Look through the data below and, wherever a line carries the word "shadow", please copy that line.

─── Material shown ───

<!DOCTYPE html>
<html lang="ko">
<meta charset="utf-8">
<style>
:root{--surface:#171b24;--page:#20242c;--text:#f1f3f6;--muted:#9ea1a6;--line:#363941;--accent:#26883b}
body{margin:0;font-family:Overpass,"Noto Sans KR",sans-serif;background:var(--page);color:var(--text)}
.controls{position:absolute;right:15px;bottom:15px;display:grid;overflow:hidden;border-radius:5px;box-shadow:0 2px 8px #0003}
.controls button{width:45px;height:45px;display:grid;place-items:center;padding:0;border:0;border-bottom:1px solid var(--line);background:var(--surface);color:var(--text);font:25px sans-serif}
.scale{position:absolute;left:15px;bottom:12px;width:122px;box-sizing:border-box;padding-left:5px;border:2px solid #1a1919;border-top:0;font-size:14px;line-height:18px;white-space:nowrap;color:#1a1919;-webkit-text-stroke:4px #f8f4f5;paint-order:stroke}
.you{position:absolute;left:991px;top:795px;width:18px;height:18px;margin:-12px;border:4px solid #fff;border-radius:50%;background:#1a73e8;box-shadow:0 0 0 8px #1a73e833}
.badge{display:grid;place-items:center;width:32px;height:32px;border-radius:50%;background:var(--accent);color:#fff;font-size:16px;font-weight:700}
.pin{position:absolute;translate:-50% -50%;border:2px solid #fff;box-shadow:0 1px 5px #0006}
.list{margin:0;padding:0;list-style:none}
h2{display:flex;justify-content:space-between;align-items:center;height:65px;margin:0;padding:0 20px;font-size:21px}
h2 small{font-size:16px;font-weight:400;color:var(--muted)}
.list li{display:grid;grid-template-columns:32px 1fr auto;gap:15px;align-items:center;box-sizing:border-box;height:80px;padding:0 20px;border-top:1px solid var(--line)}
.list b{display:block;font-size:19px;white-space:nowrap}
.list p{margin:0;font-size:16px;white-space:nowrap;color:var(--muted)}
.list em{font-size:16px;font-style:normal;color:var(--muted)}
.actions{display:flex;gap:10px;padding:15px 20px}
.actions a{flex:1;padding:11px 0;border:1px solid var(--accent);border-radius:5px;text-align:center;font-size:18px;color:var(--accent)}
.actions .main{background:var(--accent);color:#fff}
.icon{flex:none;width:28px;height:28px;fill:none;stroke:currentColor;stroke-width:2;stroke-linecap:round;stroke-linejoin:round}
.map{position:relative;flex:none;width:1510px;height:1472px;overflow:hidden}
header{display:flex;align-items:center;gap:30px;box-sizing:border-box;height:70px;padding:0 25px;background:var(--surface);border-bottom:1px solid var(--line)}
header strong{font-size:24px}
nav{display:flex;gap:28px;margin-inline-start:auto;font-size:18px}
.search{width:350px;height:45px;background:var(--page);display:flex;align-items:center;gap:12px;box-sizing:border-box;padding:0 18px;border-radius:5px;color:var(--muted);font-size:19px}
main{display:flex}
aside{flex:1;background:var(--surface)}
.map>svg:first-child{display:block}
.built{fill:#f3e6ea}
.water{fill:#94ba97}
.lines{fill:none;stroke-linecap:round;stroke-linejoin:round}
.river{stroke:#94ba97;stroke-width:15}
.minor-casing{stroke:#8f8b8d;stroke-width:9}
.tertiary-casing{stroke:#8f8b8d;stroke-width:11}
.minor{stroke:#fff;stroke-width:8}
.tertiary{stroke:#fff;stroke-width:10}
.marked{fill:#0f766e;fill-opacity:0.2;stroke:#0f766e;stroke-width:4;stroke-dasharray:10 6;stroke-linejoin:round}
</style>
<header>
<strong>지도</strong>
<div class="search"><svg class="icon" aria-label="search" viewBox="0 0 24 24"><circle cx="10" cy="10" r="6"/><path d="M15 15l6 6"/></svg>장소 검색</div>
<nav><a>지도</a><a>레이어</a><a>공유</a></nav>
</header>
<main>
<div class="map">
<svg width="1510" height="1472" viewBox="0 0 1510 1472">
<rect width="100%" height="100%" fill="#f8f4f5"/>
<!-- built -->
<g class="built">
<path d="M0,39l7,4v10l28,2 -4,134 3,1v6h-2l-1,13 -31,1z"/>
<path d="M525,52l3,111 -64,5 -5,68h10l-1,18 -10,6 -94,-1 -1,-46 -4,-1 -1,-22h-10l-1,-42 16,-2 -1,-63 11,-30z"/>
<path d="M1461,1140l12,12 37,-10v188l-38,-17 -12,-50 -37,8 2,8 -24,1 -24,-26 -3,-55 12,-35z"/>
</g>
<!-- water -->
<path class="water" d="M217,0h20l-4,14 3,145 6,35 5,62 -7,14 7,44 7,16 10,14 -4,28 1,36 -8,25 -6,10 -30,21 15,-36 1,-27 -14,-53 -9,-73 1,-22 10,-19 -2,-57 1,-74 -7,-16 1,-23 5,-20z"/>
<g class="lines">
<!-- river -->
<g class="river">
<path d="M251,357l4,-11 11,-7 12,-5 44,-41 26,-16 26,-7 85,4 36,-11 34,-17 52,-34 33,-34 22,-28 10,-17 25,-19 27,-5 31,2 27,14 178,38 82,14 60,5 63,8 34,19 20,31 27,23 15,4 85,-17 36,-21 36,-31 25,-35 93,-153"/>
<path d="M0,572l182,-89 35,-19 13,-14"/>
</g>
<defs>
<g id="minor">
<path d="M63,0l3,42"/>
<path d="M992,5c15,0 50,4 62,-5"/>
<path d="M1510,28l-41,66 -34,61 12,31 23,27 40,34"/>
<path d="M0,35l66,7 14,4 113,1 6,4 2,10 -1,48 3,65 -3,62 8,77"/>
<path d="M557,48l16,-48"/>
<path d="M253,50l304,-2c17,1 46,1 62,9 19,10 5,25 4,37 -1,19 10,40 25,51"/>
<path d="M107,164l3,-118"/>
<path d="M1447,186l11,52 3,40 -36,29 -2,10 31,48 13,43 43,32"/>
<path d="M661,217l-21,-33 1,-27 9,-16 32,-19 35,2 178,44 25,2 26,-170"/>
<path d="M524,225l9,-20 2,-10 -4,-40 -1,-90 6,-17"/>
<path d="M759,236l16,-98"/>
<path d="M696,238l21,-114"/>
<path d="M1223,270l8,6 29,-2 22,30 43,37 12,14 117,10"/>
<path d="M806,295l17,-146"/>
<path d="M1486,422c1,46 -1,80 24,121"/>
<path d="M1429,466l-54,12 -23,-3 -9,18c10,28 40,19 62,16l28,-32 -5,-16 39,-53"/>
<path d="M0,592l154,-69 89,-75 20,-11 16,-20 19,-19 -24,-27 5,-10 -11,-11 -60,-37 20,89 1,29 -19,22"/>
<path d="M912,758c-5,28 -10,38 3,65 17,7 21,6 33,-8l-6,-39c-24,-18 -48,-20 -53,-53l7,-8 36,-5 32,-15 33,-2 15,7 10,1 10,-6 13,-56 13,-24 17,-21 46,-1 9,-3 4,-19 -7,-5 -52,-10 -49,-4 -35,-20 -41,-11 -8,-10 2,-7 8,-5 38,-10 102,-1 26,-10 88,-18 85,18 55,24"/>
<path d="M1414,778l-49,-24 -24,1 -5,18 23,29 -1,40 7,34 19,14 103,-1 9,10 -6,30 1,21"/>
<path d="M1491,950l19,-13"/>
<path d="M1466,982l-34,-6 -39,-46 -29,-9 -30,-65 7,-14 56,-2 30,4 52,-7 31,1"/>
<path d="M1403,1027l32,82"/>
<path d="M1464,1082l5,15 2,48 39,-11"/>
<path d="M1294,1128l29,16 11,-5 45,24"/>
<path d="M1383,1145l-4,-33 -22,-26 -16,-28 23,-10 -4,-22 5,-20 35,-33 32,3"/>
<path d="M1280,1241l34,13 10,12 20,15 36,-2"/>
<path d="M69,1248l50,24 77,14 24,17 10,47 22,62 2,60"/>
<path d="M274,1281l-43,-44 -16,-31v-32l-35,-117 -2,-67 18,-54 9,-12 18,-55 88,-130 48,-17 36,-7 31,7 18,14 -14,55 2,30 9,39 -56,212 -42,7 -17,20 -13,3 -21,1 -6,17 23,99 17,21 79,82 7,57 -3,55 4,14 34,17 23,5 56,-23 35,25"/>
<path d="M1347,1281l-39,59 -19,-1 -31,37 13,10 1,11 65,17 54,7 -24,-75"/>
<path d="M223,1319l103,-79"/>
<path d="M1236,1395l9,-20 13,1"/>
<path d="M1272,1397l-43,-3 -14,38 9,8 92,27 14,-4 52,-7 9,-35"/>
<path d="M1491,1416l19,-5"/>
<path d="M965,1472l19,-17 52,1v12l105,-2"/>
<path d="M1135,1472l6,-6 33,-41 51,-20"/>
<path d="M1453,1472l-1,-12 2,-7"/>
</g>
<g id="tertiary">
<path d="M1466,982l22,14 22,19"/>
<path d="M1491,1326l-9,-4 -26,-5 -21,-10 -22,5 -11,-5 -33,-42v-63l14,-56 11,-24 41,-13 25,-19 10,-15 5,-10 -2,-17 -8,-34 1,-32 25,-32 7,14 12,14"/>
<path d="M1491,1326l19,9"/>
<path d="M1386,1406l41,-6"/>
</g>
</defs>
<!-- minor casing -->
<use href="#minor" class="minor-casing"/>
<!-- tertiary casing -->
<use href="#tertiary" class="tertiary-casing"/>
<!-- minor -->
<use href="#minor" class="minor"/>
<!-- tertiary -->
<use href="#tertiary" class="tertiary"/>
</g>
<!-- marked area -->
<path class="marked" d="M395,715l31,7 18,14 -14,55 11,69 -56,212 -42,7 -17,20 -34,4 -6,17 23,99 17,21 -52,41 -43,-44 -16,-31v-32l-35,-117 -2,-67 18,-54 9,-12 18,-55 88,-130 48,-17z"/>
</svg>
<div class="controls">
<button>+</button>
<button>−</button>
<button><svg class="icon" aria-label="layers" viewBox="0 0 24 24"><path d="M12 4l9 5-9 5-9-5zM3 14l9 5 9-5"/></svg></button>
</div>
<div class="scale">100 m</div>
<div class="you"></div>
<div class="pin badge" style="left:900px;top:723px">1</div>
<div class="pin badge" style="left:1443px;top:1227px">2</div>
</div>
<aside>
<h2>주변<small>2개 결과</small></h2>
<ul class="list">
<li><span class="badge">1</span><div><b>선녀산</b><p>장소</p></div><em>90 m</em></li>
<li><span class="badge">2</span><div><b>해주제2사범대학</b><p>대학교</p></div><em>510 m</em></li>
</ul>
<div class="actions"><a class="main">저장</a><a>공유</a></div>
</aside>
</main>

───

▸ **Exercise response**:
.controls{position:absolute;right:15px;bottom:15px;display:grid;overflow:hidden;border-radius:5px;box-shadow:0 2px 8px #0003}
.you{position:absolute;left:991px;top:795px;width:18px;height:18px;margin:-12px;border:4px solid #fff;border-radius:50%;background:#1a73e8;box-shadow:0 0 0 8px #1a73e833}
.pin{position:absolute;translate:-50% -50%;border:2px solid #fff;box-shadow:0 1px 5px #0006}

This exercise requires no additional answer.